Return every line of the records that includes the string "this".

• _Saved data entries_
▼

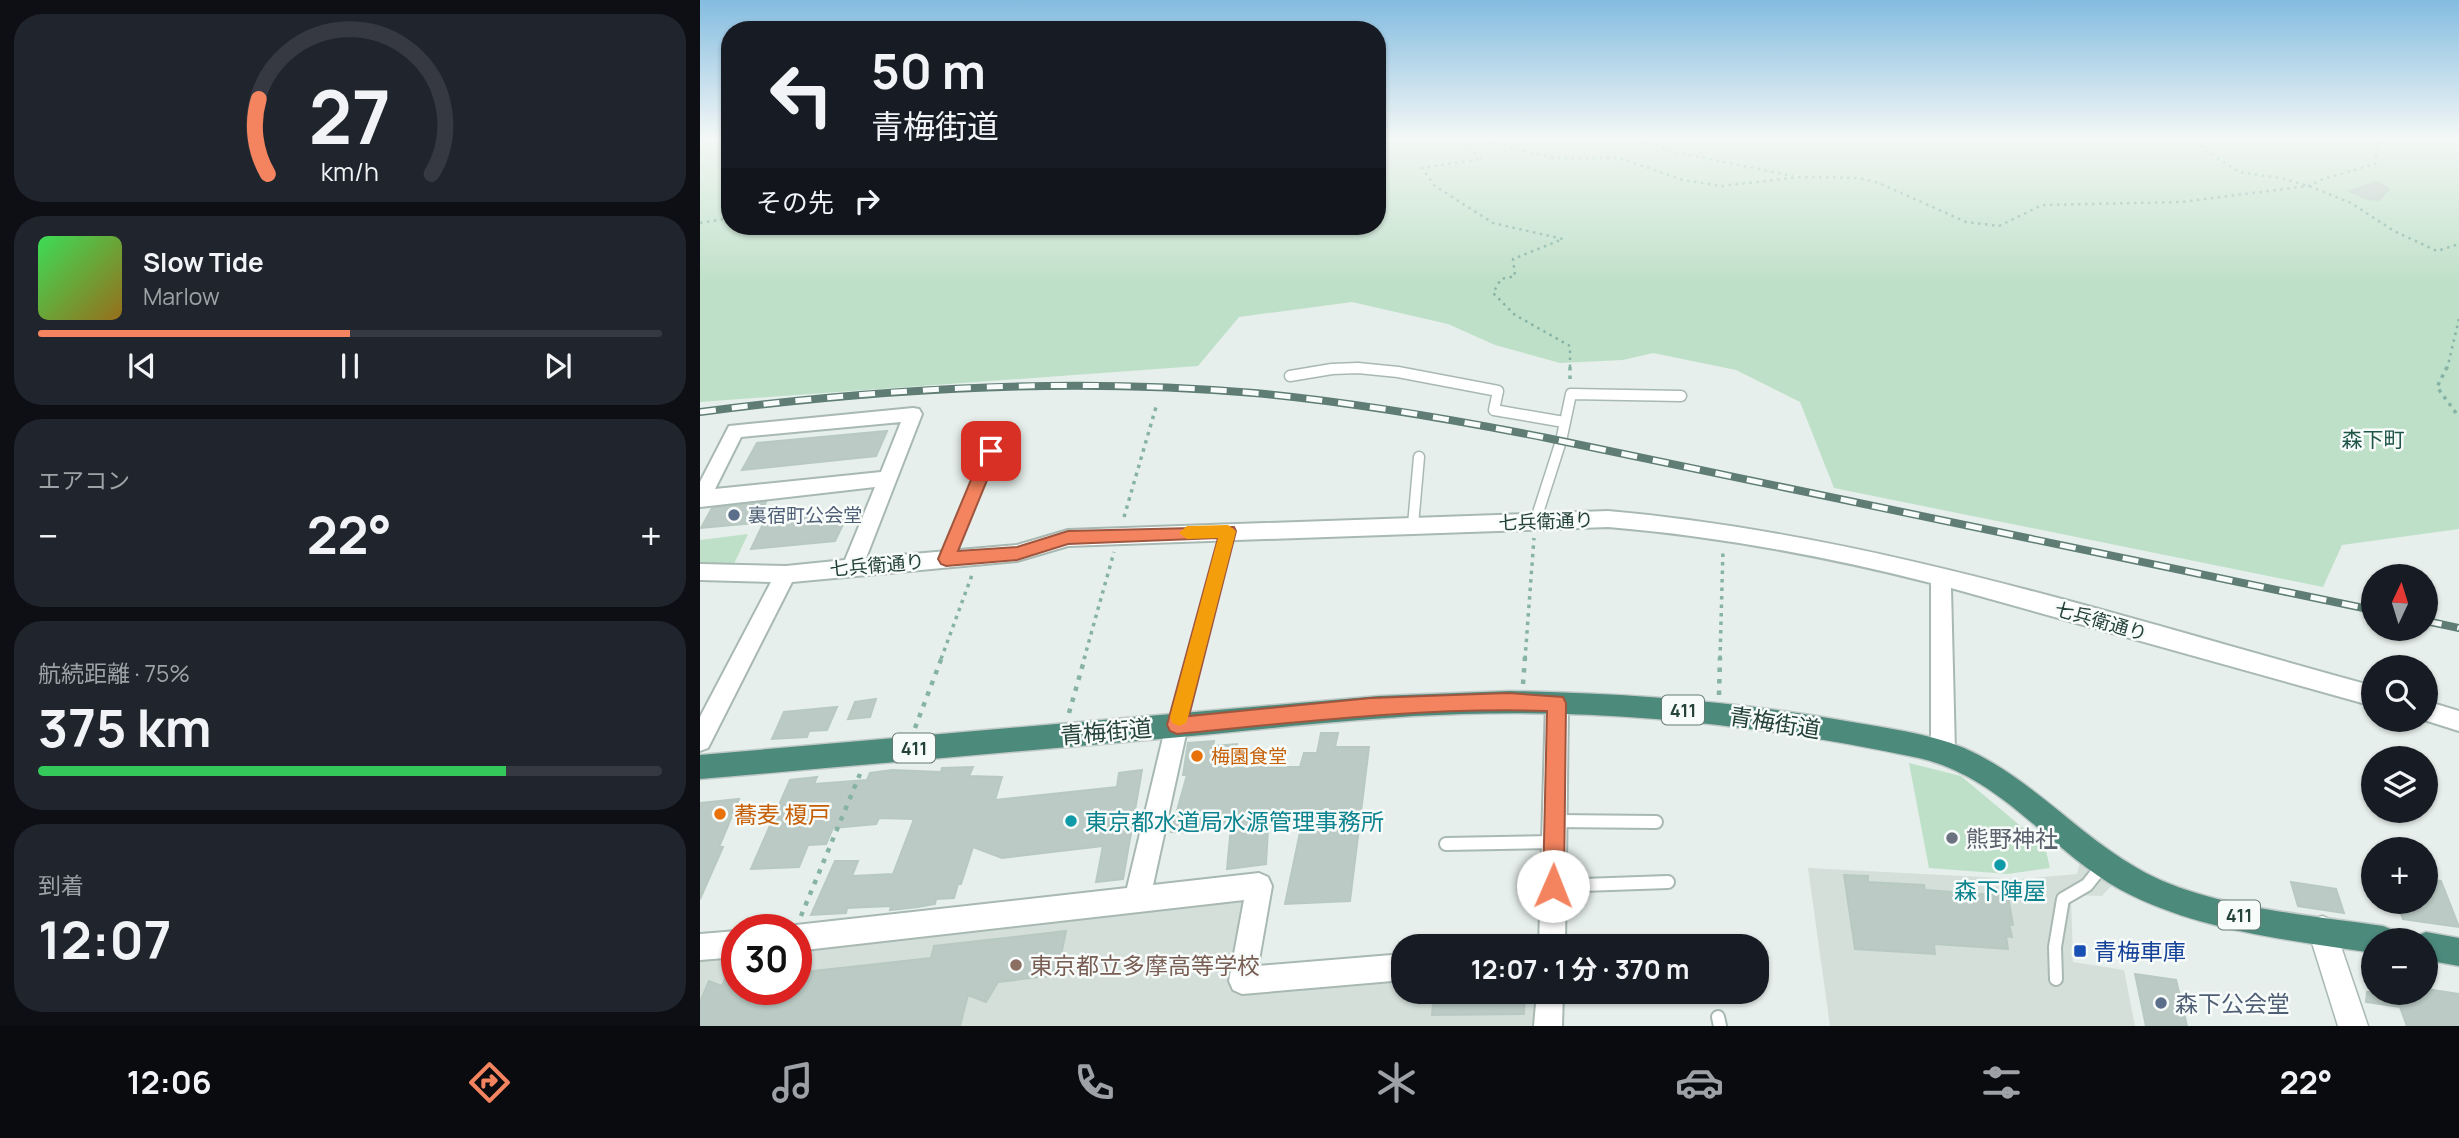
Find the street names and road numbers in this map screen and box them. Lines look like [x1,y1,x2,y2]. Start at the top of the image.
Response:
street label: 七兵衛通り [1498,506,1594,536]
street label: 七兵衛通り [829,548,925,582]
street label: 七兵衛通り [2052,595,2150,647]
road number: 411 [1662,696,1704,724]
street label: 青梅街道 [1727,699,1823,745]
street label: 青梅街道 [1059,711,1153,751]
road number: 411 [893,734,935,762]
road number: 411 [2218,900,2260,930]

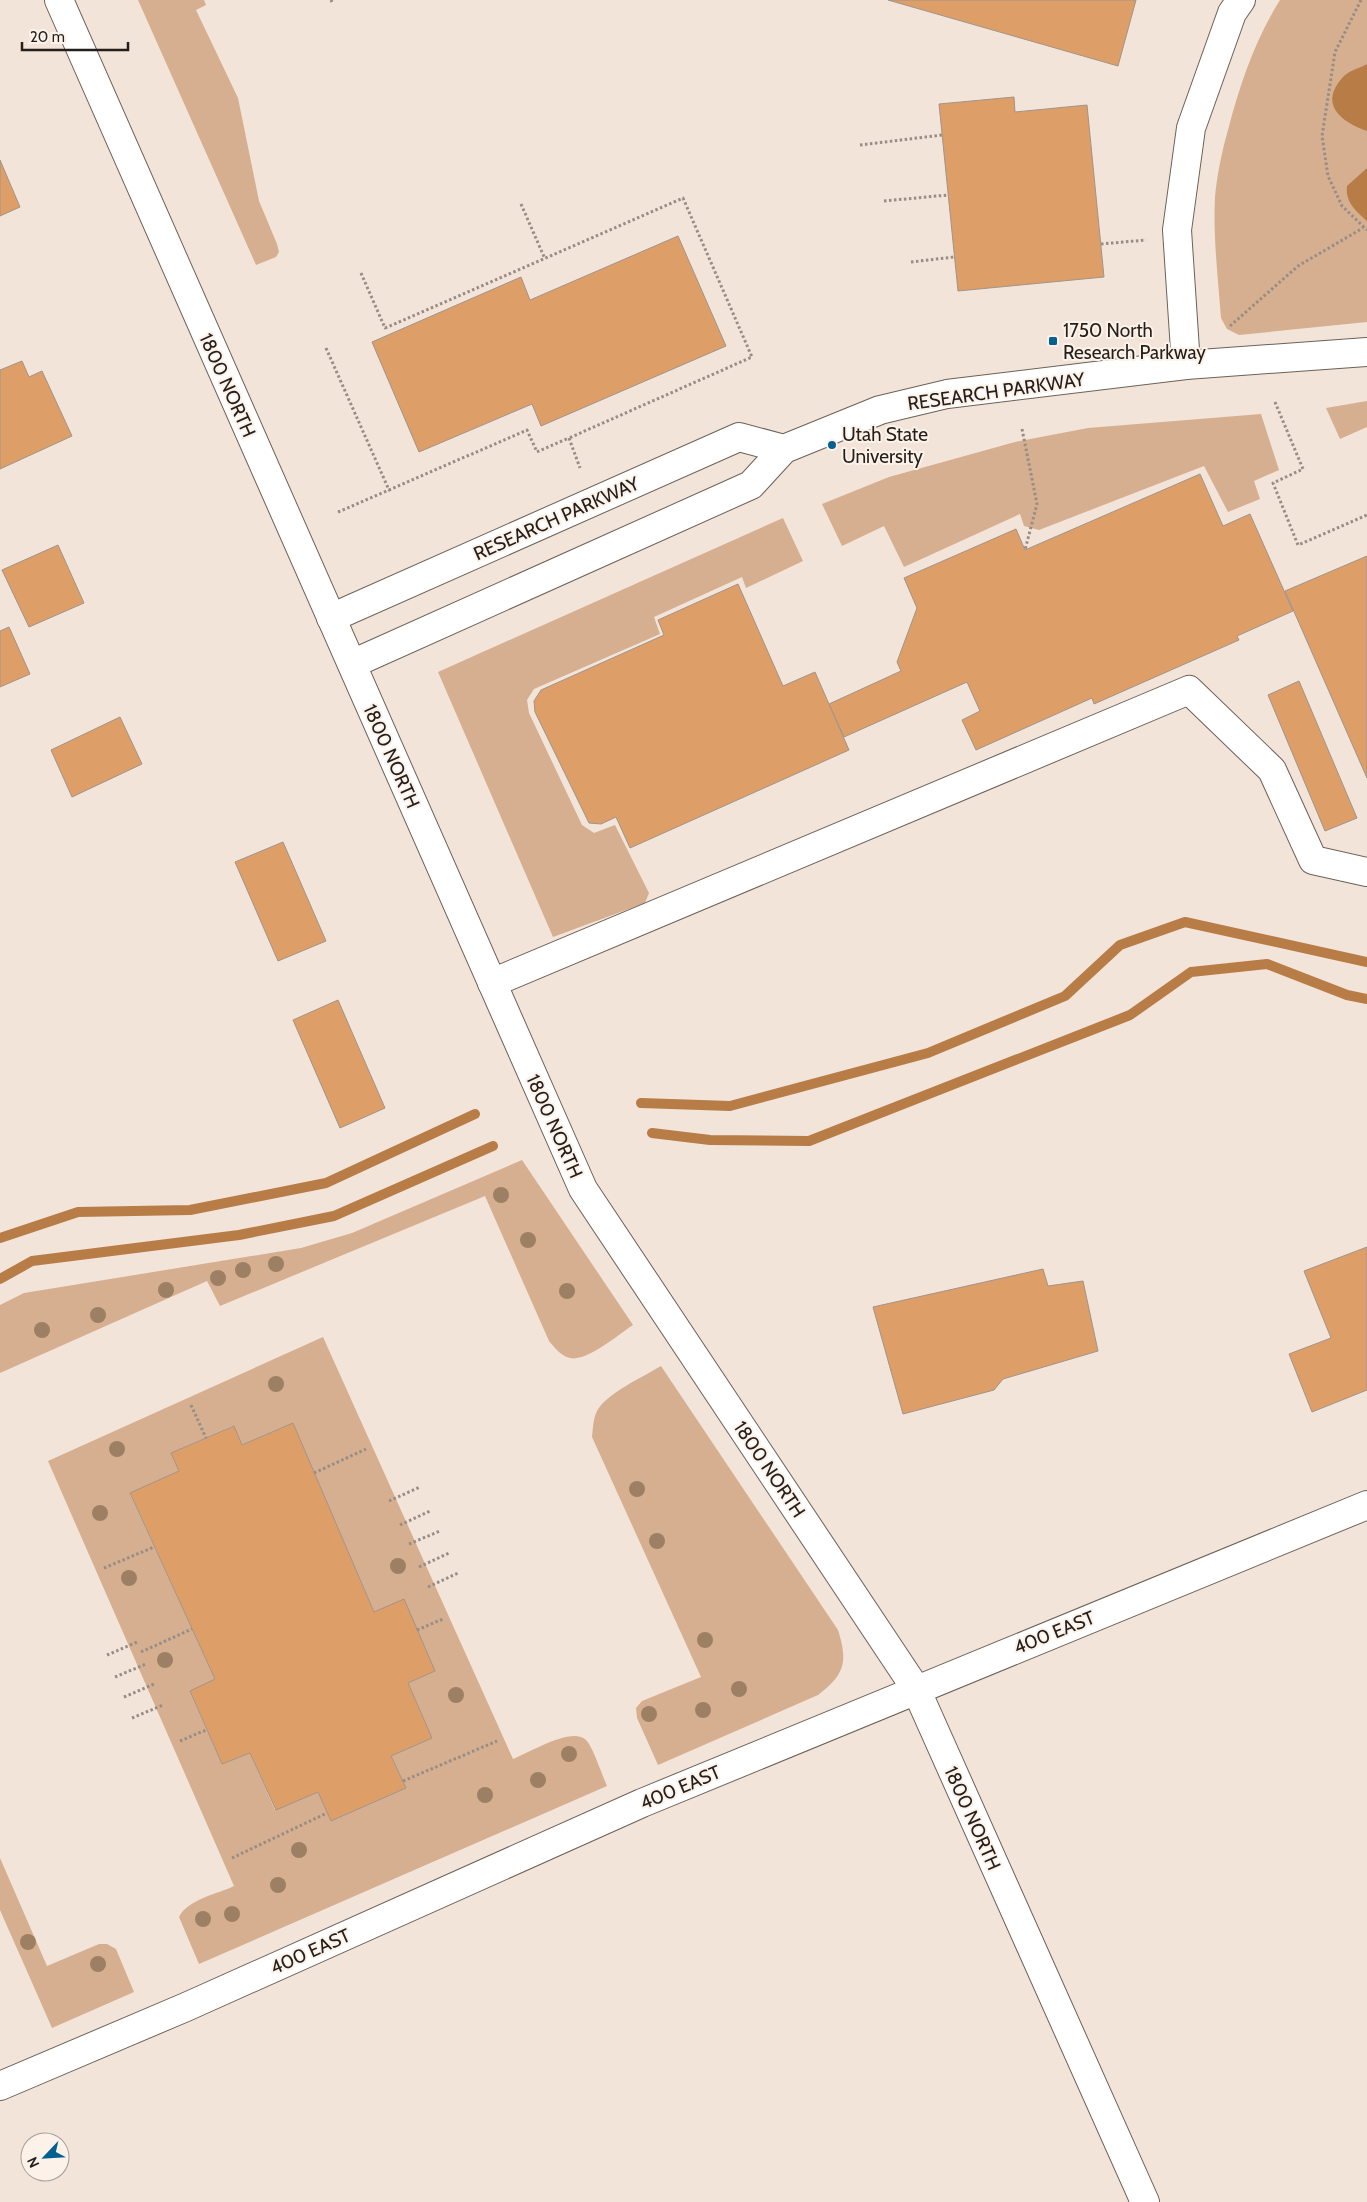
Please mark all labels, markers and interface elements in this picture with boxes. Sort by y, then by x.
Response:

▲

• _Problem solution_
Find the street names and road numbers in this map screen and box them. Lines look like [x1,y1,x2,y2]. Start at the top of the image.
Please mark all labels, markers and interface elements in this picture with boxes. Sort by y, then by x.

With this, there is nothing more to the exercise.